AI with 3D recognition for accurate distance measurement by using commercial Monocular camera

Published  October 29, 2019   0
AI with 3D recognition for accurate distance measurement by using commercial Monocular camera

Toshiba Corporation has developed an AI with 3D recognition that is capable of measuring distance with the accuracy of a stereo camera, by using the image taken with a commercial camera and analyzing the image blurring caused by the camera lens using deep learning. This technology will eliminate the use of stereo cameras which eventually reduces the cost and space. Toshiba will be presenting this achievement at the international conference on computer vision (ICCV2019) to be held in South Korea on October 30, 2019, from 10 am.

 

Image sensing is becoming more important and applications such as robots moving objects, autonomous unmanned vehicles, remote-controlled drones inspecting infrastructure etc, require more than just images of the subjects, they need a small device to analyze 3D data to include shape and distance. Hence researches have been increased to develop a measuring technology with monocular cameras (they are easy to miniaturize) by using deep learning for better learning of the shape, background, and other scenery data of the imaged object.

 

This method holds a drawback; the accuracy of the distance is estimated with the help of a monocular camera depending on learned scenery data which causes an accuracy drop due to the shots taken in different landscapes. To overcome this Toshiba has developed colour filtered aperture photography in which two colour filter is attached to the lens and the colour and size of the resulting image blur are analyzed according to the distance from the subject. Although this solves the data dependence issue, it costs time and money to modify existing lenses.

 

Toshiba has overcome this problem by developing AI with 3D recognition technology that uses deep learning to analyze how the image is blurred according to its position on the lens, in order to achieve distance measurement with the same high precision as a stereo camera system, with a normal monocular camera but without any need for scenery data. Until now, it was considered theoretically impossible to measure the distance based on the shape of the blur, which is the same for objects with both distance and far when they are equidistant from the focal point. But, the analytical results have shown a substantial difference between the blur shapes near and far objects, even they are equidistant from the focal point.
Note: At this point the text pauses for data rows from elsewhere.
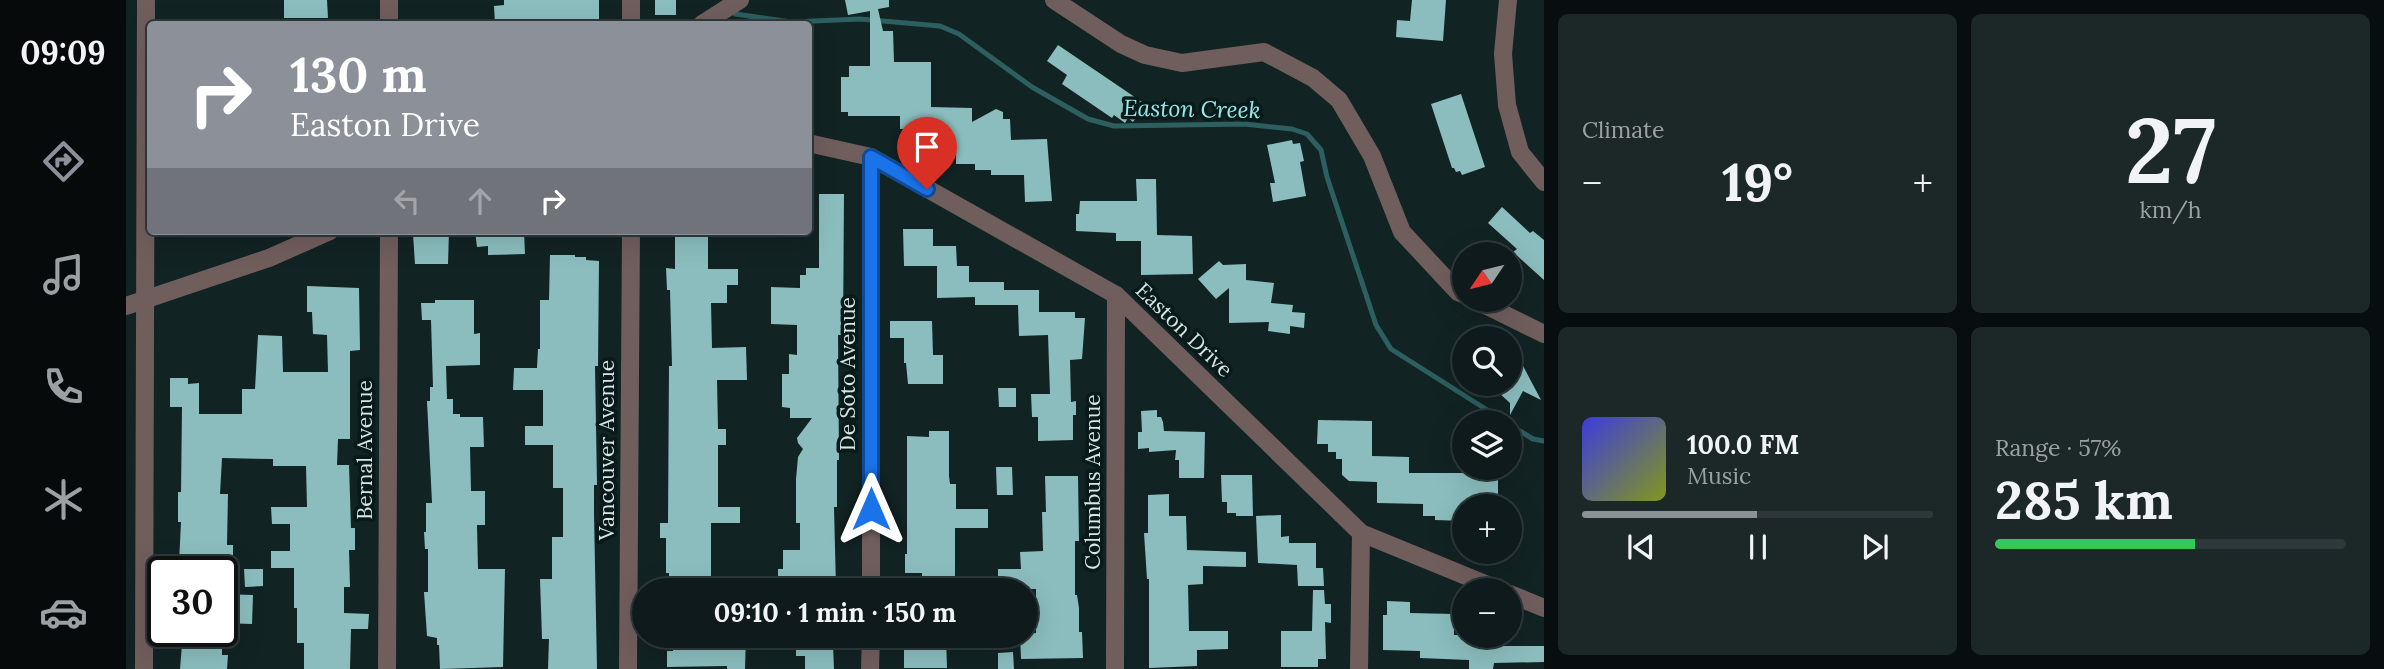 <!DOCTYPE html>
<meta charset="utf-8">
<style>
body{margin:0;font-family:Lora,serif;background:#1c2728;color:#f1f3f6;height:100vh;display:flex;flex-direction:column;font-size:26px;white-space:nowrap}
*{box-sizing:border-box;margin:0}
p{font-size:23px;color:#9ba1a3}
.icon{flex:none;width:38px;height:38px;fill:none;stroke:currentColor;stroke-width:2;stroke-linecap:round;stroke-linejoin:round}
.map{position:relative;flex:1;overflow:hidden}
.panel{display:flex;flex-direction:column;gap:14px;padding:14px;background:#080e0f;width:840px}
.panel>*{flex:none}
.banner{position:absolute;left:21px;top:21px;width:665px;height:214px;border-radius:7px;box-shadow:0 7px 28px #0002,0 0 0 2px #2e383a;background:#8c9099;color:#fff;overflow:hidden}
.needle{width:46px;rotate:235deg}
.controls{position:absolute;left:1326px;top:242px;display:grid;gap:14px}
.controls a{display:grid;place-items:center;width:70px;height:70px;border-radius:50%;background:#0e1a1b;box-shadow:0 7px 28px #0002,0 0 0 2px #2e383a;font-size:35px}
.speed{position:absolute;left:21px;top:556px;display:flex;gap:14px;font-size:35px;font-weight:700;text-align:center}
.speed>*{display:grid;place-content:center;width:91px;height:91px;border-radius:50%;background:#0e1a1b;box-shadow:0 7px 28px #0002,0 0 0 2px #2e383a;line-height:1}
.speed .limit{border:4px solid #111;border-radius:10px;background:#fff;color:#111}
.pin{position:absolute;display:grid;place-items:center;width:60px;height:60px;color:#fff;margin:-72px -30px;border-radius:50% 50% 50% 0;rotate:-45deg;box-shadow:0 0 7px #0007}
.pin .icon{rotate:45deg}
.me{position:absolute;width:77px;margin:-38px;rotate:0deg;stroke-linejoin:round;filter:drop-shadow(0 0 5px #0008)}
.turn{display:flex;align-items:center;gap:24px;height:147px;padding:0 28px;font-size:32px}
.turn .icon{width:91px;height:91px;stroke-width:2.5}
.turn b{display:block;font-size:49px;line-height:60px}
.lanes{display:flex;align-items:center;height:66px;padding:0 28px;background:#0003;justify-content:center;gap:35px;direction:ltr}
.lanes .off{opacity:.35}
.big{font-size:52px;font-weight:700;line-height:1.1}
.panel .widget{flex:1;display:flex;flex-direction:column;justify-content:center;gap:10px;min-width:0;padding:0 24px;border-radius:10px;background:#1c2728}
.panel .dial{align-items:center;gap:0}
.dial b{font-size:91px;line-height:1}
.song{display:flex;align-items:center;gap:21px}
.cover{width:84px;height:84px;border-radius:10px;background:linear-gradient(135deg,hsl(240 70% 55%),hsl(70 70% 35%))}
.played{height:7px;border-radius:4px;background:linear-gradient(90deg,#8c9099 50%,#2e383a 50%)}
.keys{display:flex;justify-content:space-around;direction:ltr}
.heat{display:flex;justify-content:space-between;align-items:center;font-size:38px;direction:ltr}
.charge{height:10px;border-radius:5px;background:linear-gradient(90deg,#34c759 57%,#2e383a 0)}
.panel .tiles{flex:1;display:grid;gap:14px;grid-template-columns:repeat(2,1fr)}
.trip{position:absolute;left:506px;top:578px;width:406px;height:70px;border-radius:35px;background:#0e1a1b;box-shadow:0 7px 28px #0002,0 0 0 2px #2e383a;font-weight:700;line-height:70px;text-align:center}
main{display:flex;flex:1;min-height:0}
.tab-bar{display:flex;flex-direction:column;width:126px;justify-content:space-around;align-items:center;background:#060a0b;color:#9ba1a3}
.tab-bar .icon{width:49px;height:49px}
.tab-bar .selected{color:#8c9099}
.tab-bar b{font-size:32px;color:#f1f3f6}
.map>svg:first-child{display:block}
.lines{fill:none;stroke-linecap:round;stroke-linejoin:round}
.stream{stroke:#2d5f60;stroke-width:5}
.building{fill:#8bbdbe}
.street{stroke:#705e5d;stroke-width:18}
.route-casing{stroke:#114b97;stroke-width:18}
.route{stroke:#1a73e8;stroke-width:12}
.labels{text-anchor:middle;stroke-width:7;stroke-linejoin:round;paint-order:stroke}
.street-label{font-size:21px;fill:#dae5e5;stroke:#091a1a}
.water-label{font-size:23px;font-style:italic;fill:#95ebec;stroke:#091a1a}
</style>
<main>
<nav class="tab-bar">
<b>09:09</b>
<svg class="icon selected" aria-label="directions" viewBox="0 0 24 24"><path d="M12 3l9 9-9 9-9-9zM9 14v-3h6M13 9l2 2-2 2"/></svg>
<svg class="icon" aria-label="music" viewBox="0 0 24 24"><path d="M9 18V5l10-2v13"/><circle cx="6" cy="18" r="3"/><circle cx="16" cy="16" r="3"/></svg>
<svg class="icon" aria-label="phone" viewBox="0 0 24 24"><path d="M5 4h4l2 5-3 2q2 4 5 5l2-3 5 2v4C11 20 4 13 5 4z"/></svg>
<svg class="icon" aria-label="climate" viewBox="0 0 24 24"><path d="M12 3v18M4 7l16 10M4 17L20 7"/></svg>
<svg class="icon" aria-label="car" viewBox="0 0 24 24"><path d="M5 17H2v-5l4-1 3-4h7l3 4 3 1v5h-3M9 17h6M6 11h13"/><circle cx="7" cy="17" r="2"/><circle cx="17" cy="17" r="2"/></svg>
</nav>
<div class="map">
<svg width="1418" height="669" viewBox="0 0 1418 669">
<rect width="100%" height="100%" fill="#122324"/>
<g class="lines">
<g class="stream">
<polyline points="609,14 665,22 734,19 814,26 833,34 906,87 962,119 988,126 1118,124 1166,129 1181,134 1195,150 1201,177 1250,325 1265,349 1380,422"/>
<polyline points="1384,425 1407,439 1418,441"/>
</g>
</g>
<g class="building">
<polygon points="158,0 201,0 202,18 158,18"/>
<polygon points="378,0 473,0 473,24 369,24 368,6 378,5"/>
<rect x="529" y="0" width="21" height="15"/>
<polygon points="719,0 763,0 763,7 752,9 757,31 767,31 768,62 805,62 805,107 846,108 846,122 870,109 877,112 877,119 884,119 885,140 921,139 926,201 899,202 898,175 865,175 865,170 849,170 849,164 830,164 830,151 825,151 825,145 814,145 814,140 786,139 786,129 774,129 774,116 722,116 722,112 715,112 715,77 723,77 723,66 744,66 744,11 722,15"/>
<polygon points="1286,0 1320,0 1317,41 1270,37 1271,20 1284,21"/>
<polygon points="932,45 1019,104 1007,122 1002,118 999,123 988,115 986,118 936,84 941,75 921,61"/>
<polygon points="1335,94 1359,167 1336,175 1334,171 1330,172 1328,168 1326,168 1305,104"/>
<polygon points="1166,140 1167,144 1174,143 1178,161 1174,162 1180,196 1147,202 1144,183 1149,183 1141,145"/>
<polygon points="1010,179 1030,179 1031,235 1066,236 1067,274 1015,275 1015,241 990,241 990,233 950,231 950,214 953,214 954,201 1011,201"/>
<polygon points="693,194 718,194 717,335 712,335 713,460 711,460 711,507 708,507 710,587 652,586 652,569 657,569 657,550 674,550 674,523 670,523 670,479 672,457 677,449 672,443 671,438 686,418 664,418 664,408 656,407 656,374 663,374 663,354 671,355 671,325 645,324 645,287 674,288 674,275 680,275 680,268 693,268"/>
<polygon points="1376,207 1404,233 1407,231 1418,240 1418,280 1387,252 1391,249 1362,223"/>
<polygon points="777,229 807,229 807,246 830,246 831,266 843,266 843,282 878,282 878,290 913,290 913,312 949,312 949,318 959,318 956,359 944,360 945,402 950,401 950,415 947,415 947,440 912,441 912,417 906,417 905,394 924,394 922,335 893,336 892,305 849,305 849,297 811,298 811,266 778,266"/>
<polygon points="305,231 323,231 322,264 289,264 287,234 306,234"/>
<polygon points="349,231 398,231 399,254 362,255 362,246 351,247"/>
<polygon points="549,231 582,231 582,269 612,269 612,285 601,285 601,303 585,303 586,348 620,347 621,380 591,380 592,429 600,429 600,445 592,445 592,507 614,507 614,523 585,523 585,582 543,582 543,573 540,573 540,538 534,538 534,523 542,523 543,366 546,366 544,290 541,290 540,268 549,269"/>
<polygon points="424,255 449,255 449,257 460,257 460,260 473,261 472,366 469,366 471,485 468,485 468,513 471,669 422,669 423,639 416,639 414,579 426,579 426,537 437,537 437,488 427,488 427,445 399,445 399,426 417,426 417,390 387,390 388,368 411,368 412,349 414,349 414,300 423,300"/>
<polygon points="1093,261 1097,265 1120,264 1120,280 1148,283 1145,303 1167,305 1166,312 1179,313 1178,328 1164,326 1164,334 1142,331 1143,322 1103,323 1103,288 1090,299 1072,279"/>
<polygon points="181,286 233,288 234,350 224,351 224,439 212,439 211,465 223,465 225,528 229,528 229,550 223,550 224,587 218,587 218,613 243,614 242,629 225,629 224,669 178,669 178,643 171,643 171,608 168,608 168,568 145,568 145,551 164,551 164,524 146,524 145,507 181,507 180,466 147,466 147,459 96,458 94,494 102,494 101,545 107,545 107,564 53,563 55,522 52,522 52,492 55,492 56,407 44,407 44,378 62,378 62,384 73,383 73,414 116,414 116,389 129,389 132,335 156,336 157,372 202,372 201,335 187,334 186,312 181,312"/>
<polygon points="309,300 348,300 348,334 354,333 354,365 320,366 321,399 327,399 327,414 334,414 334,417 357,417 358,447 344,447 345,491 359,491 359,525 351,525 352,569 379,569 377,667 314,669 313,645 311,645 311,638 301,636 298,592 302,592 302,549 299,549 298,532 300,532 300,503 306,503 301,401 304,401 304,387 307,387 305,320 296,320 295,303 309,303"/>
<polygon points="764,321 806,321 807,355 817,355 817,384 782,384 780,363 778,363 778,338 764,338"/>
<polygon points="1395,362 1415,400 1397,391 1384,415 1384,403 1362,383 1384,383 1384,369"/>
<polygon points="872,388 890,388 890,407 873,407"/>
<polygon points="1031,410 1031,417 1035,417 1037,422 1038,431 1079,432 1078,478 1053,478 1053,460 1049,460 1050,450 1023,452 1023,448 1012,449 1012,432 1016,432 1015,411"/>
<polygon points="1192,420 1246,421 1246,456 1283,457 1283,473 1350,473 1350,468 1368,468 1368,472 1372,472 1372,505 1339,506 1339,521 1309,520 1309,516 1297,516 1297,504 1251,503 1251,482 1223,481 1216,475 1216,459 1210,459 1210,452 1202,452 1202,444 1191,444"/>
<polygon points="803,431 823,431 823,476 824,484 830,484 830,509 862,509 862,528 829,528 829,580 796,580 796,573 779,573 779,554 781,554 781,436 803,437"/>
<polygon points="870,467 886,467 887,495 871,495"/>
<polygon points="1095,475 1126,475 1127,516 1110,516 1110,513 1101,513 1101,502 1096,502"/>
<polygon points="919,476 952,476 953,541 949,541 949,595 951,595 953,608 953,632 956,632 957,658 895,659 894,635 910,633 910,589 872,589 872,569 895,569 894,552 917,551 916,512 920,512"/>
<polygon points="1043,494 1043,516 1060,516 1061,550 1120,552 1120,567 1077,566 1077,584 1062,585 1063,631 1102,631 1102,649 1071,650 1071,666 1023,668 1023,579 1021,579 1018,533 1022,533 1022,495"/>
<polygon points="1155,515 1155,537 1163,536 1163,543 1190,543 1190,568 1197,568 1198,586 1172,586 1171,565 1132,563 1130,516"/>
<polygon points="118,569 137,569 137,586 119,587"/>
<polygon points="1187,590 1198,590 1199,604 1205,604 1205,623 1199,622 1200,659 1192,659 1192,667 1155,667 1155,631 1186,631"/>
<polygon points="96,594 127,595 126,624 96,623"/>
<polygon points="1261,601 1284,602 1284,613 1328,614 1328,635 1366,635 1365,646 1418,646 1418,662 1368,663 1367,669 1343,669 1343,660 1294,658 1294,651 1257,650 1257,615 1261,615"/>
<polygon points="57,632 96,632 96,655 102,655 101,669 54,669"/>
<polygon points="547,635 571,635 571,639 599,640 599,635 620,635 619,669 601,669 601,666 541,667 541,651 547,651"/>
<polygon points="778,637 820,637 821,668 778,668"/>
<polygon points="670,640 687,640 687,644 707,644 708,669 679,669 679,656 670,656"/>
<polygon points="887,652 888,669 872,669 872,653"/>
</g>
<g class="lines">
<g class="street">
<polyline points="928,0 995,44 1019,55 1056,63 1138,52 1187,78 1213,100 1246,156 1276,232 1332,292 1339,295"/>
<polyline points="1382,0 1377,54 1381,105 1394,152 1418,182"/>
<polyline points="263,24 263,0"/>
<polyline points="505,24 505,0"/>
<polyline points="576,24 614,0"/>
<polyline points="682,143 745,157 990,295 1235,533 1374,590"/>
<polyline points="1347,299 1418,334"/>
<polyline points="0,306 143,258 204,231"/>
<polyline points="745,590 745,157"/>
<polyline points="1384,594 1418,608"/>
<polyline points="18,669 20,0"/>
<polyline points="261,669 263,231"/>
<polyline points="502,669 505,231"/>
<polyline points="744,669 745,635"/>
<polyline points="989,669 990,295"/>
<polyline points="1233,669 1235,533"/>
</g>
</g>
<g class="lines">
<defs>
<polyline id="route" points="745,509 745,157 801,189"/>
</defs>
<use href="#route" class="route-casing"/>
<use href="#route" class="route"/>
</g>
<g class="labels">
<g class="street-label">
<text transform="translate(1058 330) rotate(44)" y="7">Easton Drive</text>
<text transform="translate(722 374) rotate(-90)" y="7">De Soto Avenue</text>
<text transform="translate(239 450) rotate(-90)" y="7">Bernal Avenue</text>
<text transform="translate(481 450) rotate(-90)" y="7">Vancouver Avenue</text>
<text transform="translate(967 482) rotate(-90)" y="7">Columbus Avenue</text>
</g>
<g class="water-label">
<text transform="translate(1066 109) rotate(1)" y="8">Easton Creek</text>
</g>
</g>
</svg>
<div class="controls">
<a><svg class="needle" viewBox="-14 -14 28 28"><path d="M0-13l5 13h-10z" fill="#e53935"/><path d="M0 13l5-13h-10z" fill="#9ba1a3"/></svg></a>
<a><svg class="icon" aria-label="search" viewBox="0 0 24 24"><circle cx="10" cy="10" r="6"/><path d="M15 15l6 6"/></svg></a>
<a><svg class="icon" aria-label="layers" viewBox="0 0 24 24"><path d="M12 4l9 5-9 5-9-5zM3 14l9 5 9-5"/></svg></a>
<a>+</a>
<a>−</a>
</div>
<div class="speed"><div class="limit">30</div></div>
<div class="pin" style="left:801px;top:189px;background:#d93025"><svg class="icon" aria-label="arrive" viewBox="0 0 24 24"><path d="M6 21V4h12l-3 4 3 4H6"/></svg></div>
<svg class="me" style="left:745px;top:509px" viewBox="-20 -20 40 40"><path d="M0-17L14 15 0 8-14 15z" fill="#1a73e8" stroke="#fff" stroke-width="4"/></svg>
<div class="trip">09:10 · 1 min · 150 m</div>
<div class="banner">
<div class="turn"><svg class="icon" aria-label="right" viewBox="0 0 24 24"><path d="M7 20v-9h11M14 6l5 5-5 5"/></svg><div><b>130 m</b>Easton Drive</div></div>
<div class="lanes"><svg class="icon off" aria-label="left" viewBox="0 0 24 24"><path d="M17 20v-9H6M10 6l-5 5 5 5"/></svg><svg class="icon off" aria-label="ahead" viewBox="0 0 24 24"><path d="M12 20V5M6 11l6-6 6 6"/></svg><svg class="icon" aria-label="right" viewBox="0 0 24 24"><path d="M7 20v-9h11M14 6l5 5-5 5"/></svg></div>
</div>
</div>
<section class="panel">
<div class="tiles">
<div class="widget"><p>Climate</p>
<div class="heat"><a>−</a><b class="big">19°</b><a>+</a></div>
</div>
<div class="widget dial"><b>27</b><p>km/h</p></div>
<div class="widget">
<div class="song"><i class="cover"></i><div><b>100.0 FM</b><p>Music</p></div></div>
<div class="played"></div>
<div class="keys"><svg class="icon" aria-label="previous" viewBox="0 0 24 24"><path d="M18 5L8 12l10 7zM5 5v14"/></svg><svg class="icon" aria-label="pause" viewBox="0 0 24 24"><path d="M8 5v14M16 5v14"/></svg><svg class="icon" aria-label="next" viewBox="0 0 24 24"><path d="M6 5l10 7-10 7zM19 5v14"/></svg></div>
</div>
<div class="widget"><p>Range · 57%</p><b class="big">285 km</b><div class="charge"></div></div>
</div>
</section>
</main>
With that Toshiba successfully analyzed blur data from captured images by a deep learning module trained with the deep neural network model.

 

When the light passes through the lens the shape of the blur created is known to change depending on the light’s wavelength and its position in the lens. In the developed network, position and colour are processed separately to properly perceive changes in blur shape, and then, after passing through a weighted attention mechanism, to control where on the brightness gradient to focus in order to correctly measure the distance. Through learning, the network is then updated to reduce an error between the measured distance and actual distance. Using this AI module, Toshiba has confirmed that a single image captured with a commercially available camera realizes the same distance measurement accuracy secured with stereo cameras.  More information can be found on this official page of Toshiba.

Toshiba will confirm the versatility of the system with commercially available cameras and lenses and speed up the image processing, aiming for public implementation in the fiscal year 2020.